Di piu:Il 1° maggio 1947, Evelyn Francis McHale, una giovane contabile di 23 anni, compì un gesto estremo: si gettò dall'86° piano dell'Empire State Building, uno dei grattacieli più iconici di New York. La sua tragica fine fu immortalata in una fotografia che avrebbe assunto un'aura di mistero e fascino macabro.

Evelyn, nata il 20 settembre 1923, era la più giovane di sei fratelli e aveva lavorato come contabile nella città di New York. Il giorno del suo suicidio, indossava un elegante abito e un cappotto blu scuro. Prima di saltare, lasciò il suo cappotto, la borsetta e un biglietto d'addio che recitava: "Mi dispiace davvero per la mia famiglia e per chiunque ami questo cappotto. Preferisco che non si sapesse che cosa ho fatto".

A soli quattro minuti dalla sua morte, lo studente di fotografia Robert Wiles scattò una fotografia che avrebbe immortalato per sempre il momento. L'immagine mostra il corpo di Evelyn disteso su una limousine distrutta dall'impatto, con un'espressione serena sul viso e senza alcun segno di violenza. La fotografia fu pubblicata sulla copertina della rivista Life del 12 maggio 1947, con il titolo "The Most Beautiful Suicide" (Il più bel suicidio).

Curiosità:

Nonostante l'immagine sia diventata iconica, poco si sa della vita di Evelyn prima del suo suicidio.

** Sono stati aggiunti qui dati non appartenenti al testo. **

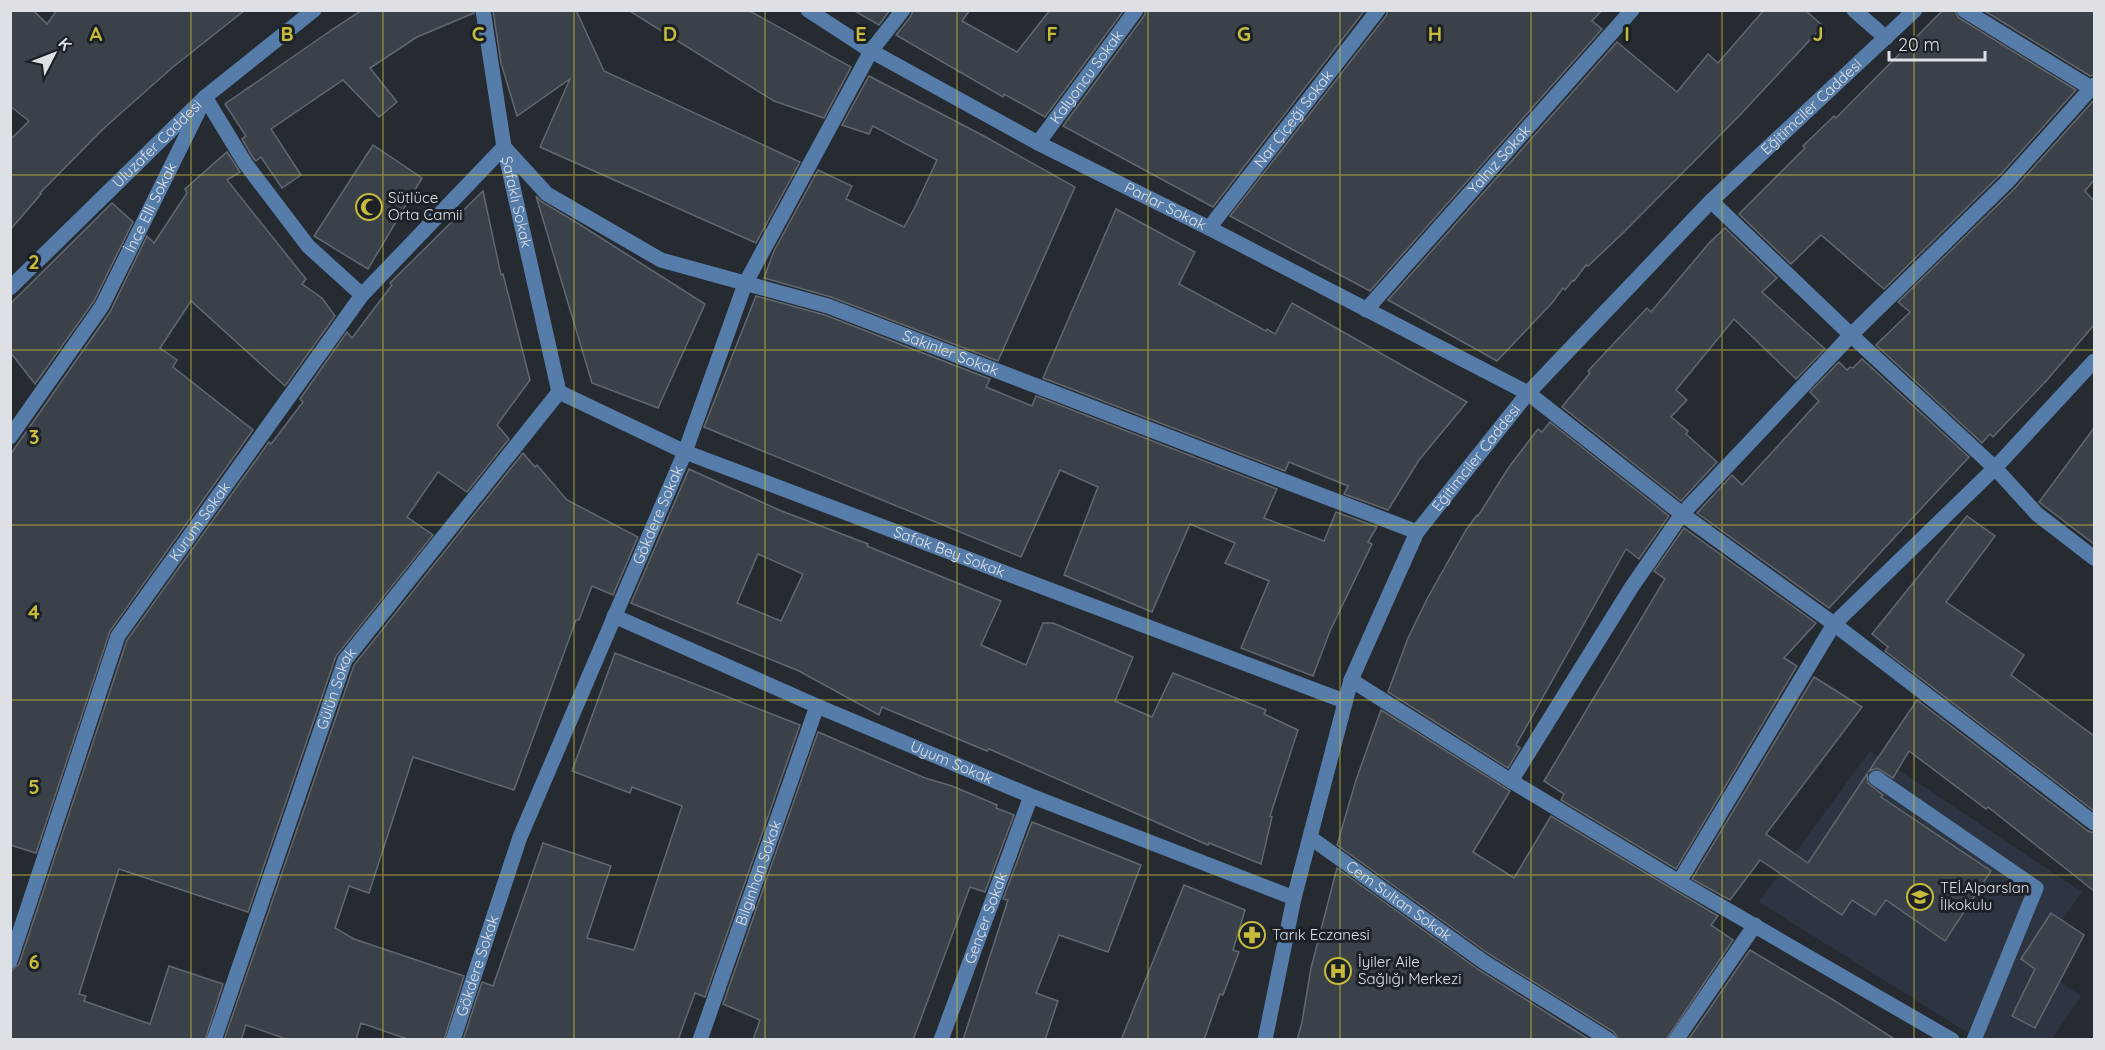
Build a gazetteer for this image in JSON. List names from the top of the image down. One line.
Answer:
{"streets":{"street":["Kalyoncu Sokak","Eğitimciler Caddesi","Nar Çiçeği Sokak","Uluzafer Caddesi","Yalnız Sokak","Şafaklı Sokak","Parlar Sokak","İnce Elli Sokak","Sakinler Sokak","Gökdere Sokak","Kurum Sokak","Şafak Bey Sokak","Gülün Sokak","Uyum Sokak","Bilginhan Sokak","Cem Sultan Sokak","Gençer Sokak"]},"crossings":[["Kalyoncu Sokak","Parlar Sokak"],["Eğitimciler Caddesi","Parlar Sokak"],["Eğitimciler Caddesi","Sakinler Sokak"],["Eğitimciler Caddesi","Şafak Bey Sokak"],["Eğitimciler Caddesi","Uyum Sokak"],["Eğitimciler Caddesi","Cem Sultan Sokak"],["Nar Çiçeği Sokak","Parlar Sokak"],["Uluzafer Caddesi","İnce Elli Sokak"],["Yalnız Sokak","Parlar Sokak"],["Şafaklı Sokak","Sakinler Sokak"],["Şafaklı Sokak","Kurum Sokak"],["Şafaklı Sokak","Şafak Bey Sokak"],["Şafaklı Sokak","Gülün Sokak"],["Parlar Sokak","Gökdere Sokak"],["Sakinler Sokak","Gökdere Sokak"],["Sakinler Sokak","Kurum Sokak"],["Gökdere Sokak","Şafak Bey Sokak"],["Gökdere Sokak","Uyum Sokak"],["Şafak Bey Sokak","Gülün Sokak"],["Uyum Sokak","Bilginhan Sokak"],["Uyum Sokak","Gençer Sokak"]],"places":{"mosque":["Sütlüce Orta Camii"],"school or university":["TEİ.Alparslan İlkokulu"],"pharmacy":["Tarık Eczanesi"],"hospital":["İyiler Aile Sağlığı Merkezi"]},"scale_bar":"20 m","north":"top right","grid":{"columns":["A","B","C","D","E","F","G","H","I","J"],"rows":["2","3","4","5","6"]}}
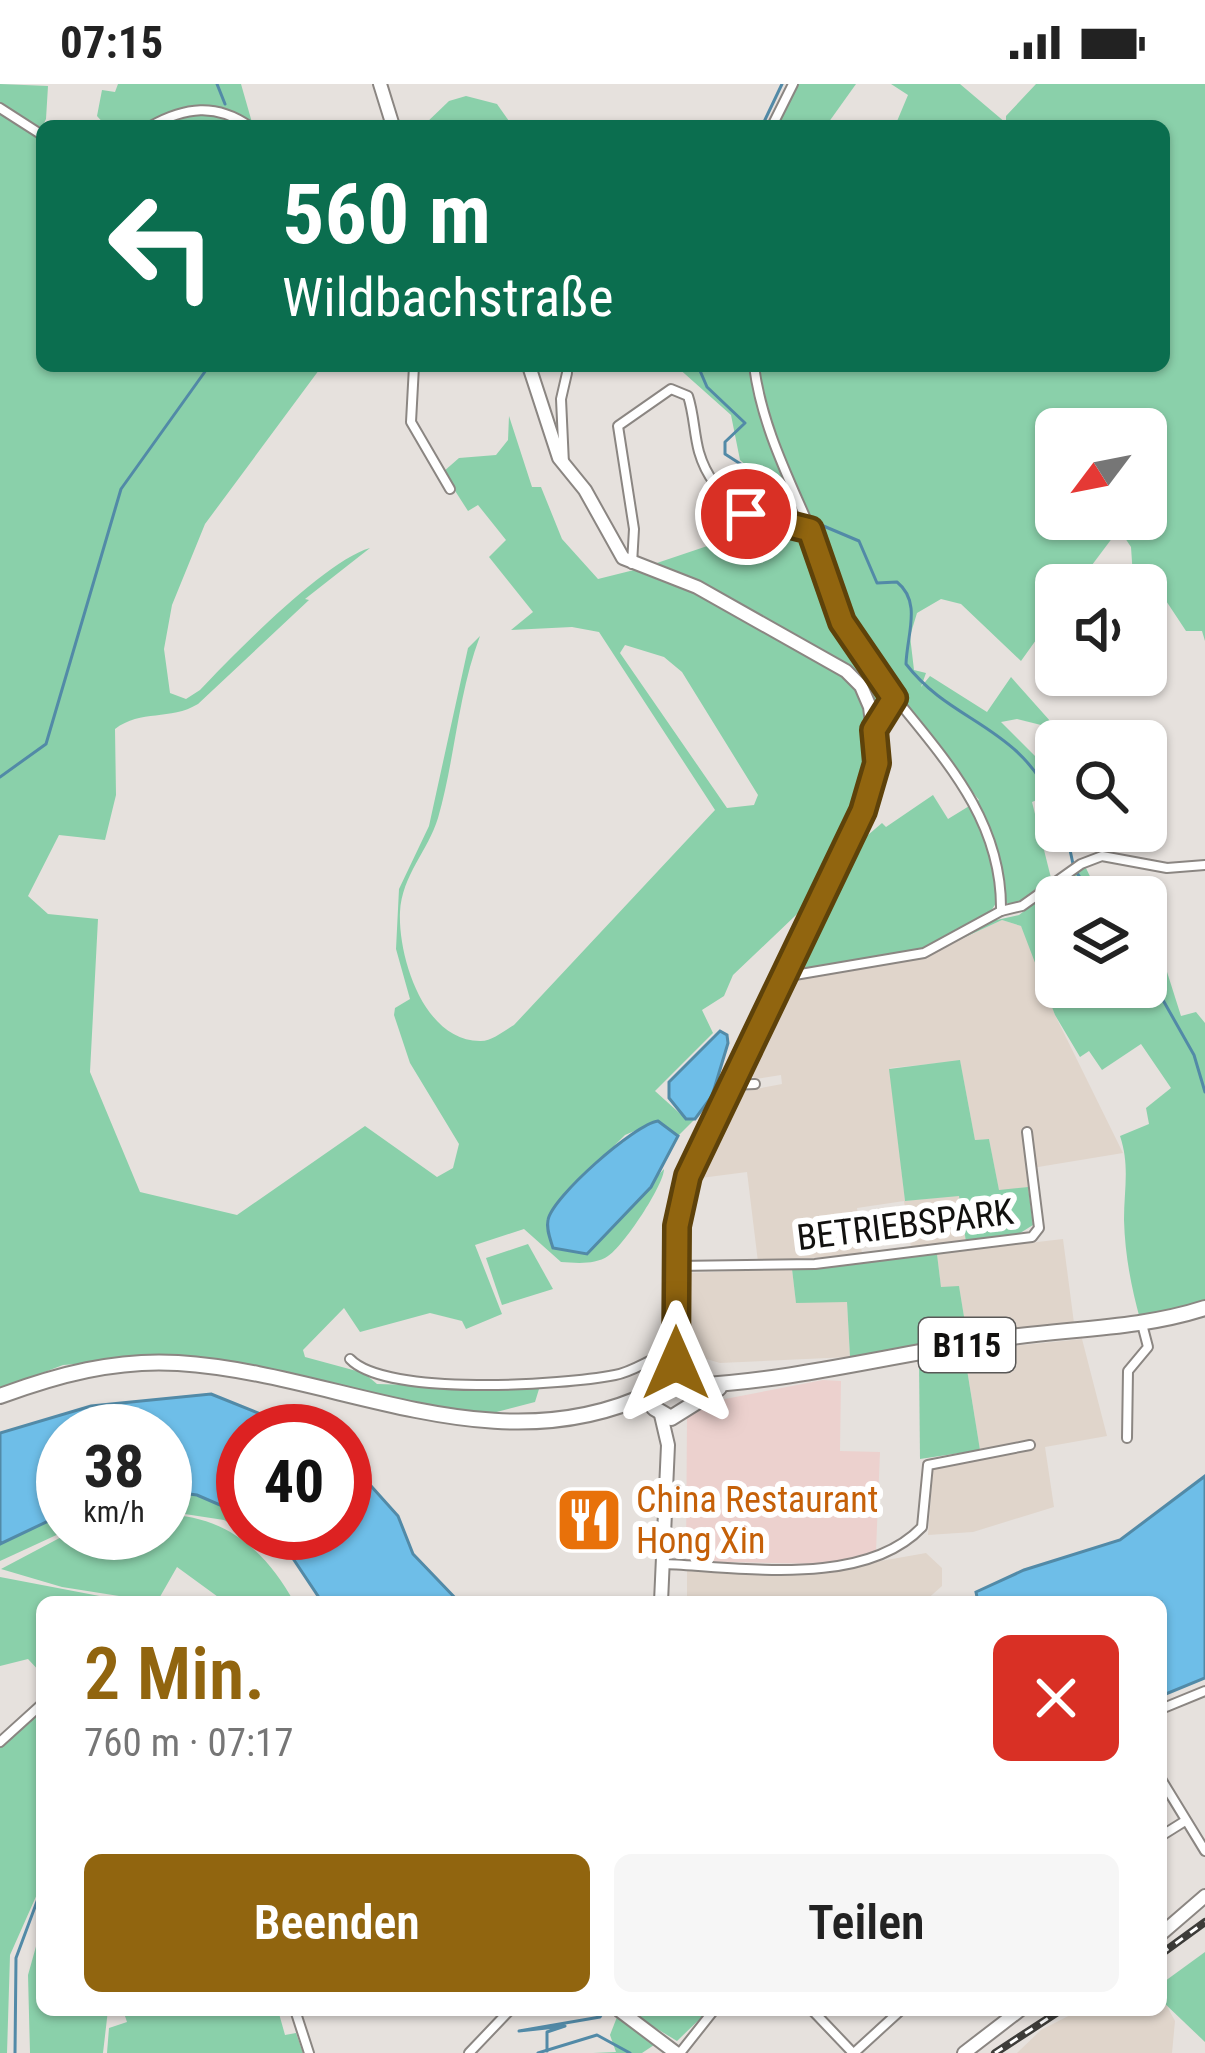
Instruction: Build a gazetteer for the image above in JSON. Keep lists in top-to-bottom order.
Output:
{
  "streets": {
    "main road": ["B115"],
    "street": ["BETRIEBSPARK"]
  },
  "places": {
    "restaurant": ["China Restaurant Hong Xin"]
  },
  "north": "bottom left",
  "page": {
    "status": "07:15",
    "turn": ["560 m", "Wildbachstraße"],
    "speed": "38 km/h",
    "limit": "40",
    "heading": ["2 Min.", "760 m · 07:17"],
    "buttons": ["Beenden", "Teilen"]
  }
}
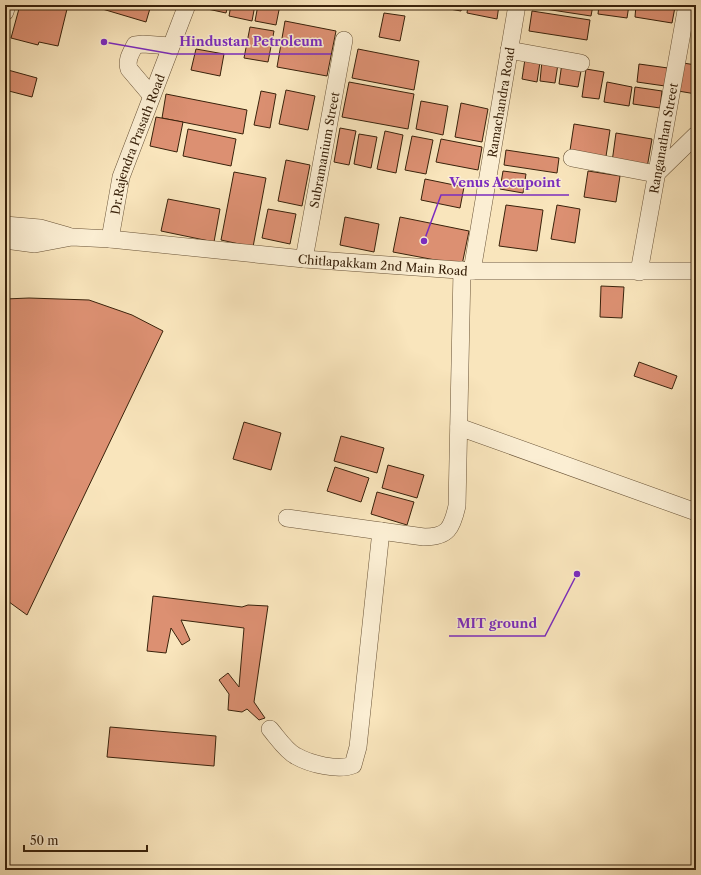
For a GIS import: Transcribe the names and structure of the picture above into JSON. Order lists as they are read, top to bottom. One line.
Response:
{"streets":{"street":["Ramachandra Road","Ranganathan Street","Dr.Rajendra Prasath Road","Subramanium Street","Chitlapakkam 2nd Main Road"]},"crossings":[["Ramachandra Road","Chitlapakkam 2nd Main Road"],["Ranganathan Street","Chitlapakkam 2nd Main Road"],["Dr.Rajendra Prasath Road","Chitlapakkam 2nd Main Road"],["Subramanium Street","Chitlapakkam 2nd Main Road"]],"places":["Hindustan Petroleum","Venus Accupoint","MIT ground"],"scale_bar":"50 m"}
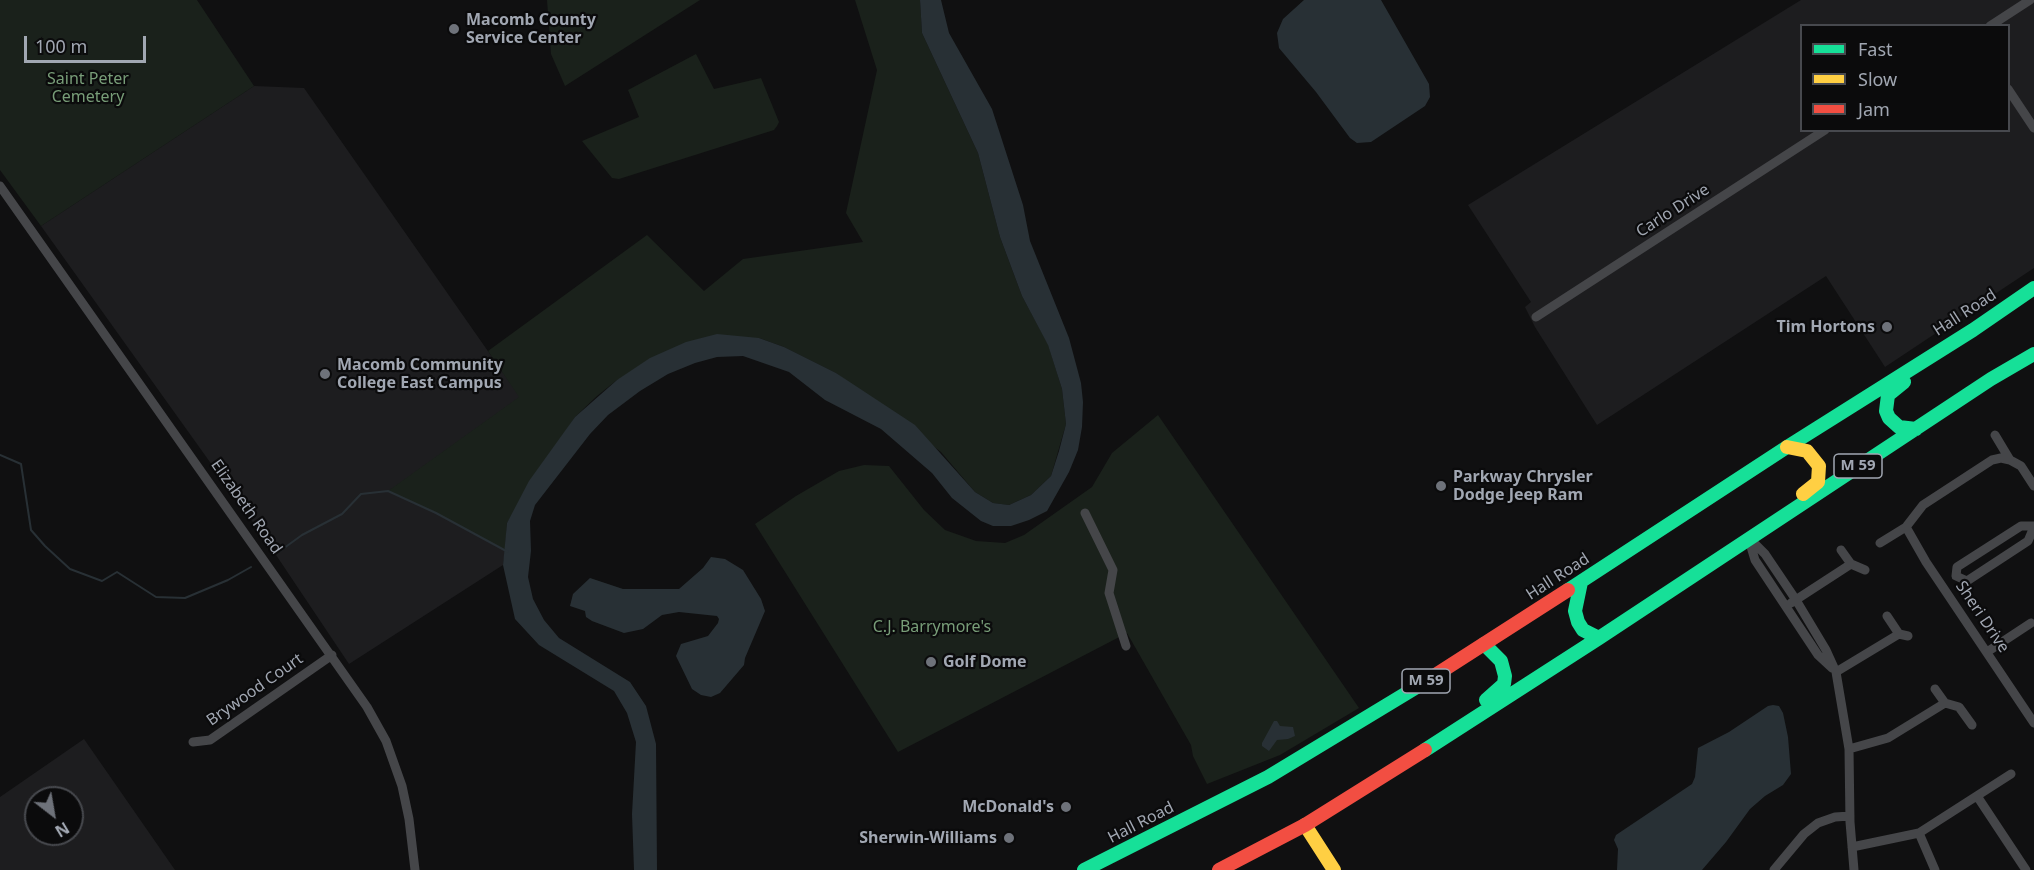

La sua famiglia, originaria della California, rimase sempre riservata riguardo alla tragedia.

La fotografia di Robert Wiles è stata oggetto di numerose interpretazioni artistiche e letterarie nel corso degli anni, tra cui il celebre dipinto di Andy Warhol "Suicide (Fallen Body)" del 1962.

Nel tempo, la storia di Evelyn Francis McHale è diventata parte integrante della leggenda metropolitana dell'Empire State Building, che vanta un triste primato di suicidi tra i grattacieli di New York.

Anche se la fotografia di Wiles è stata spesso criticata per la sua natura voyeuristica e morbidamente affascinante, essa rimane un'icona della fotografia del XX secolo e un memento della fragilità della vita umana.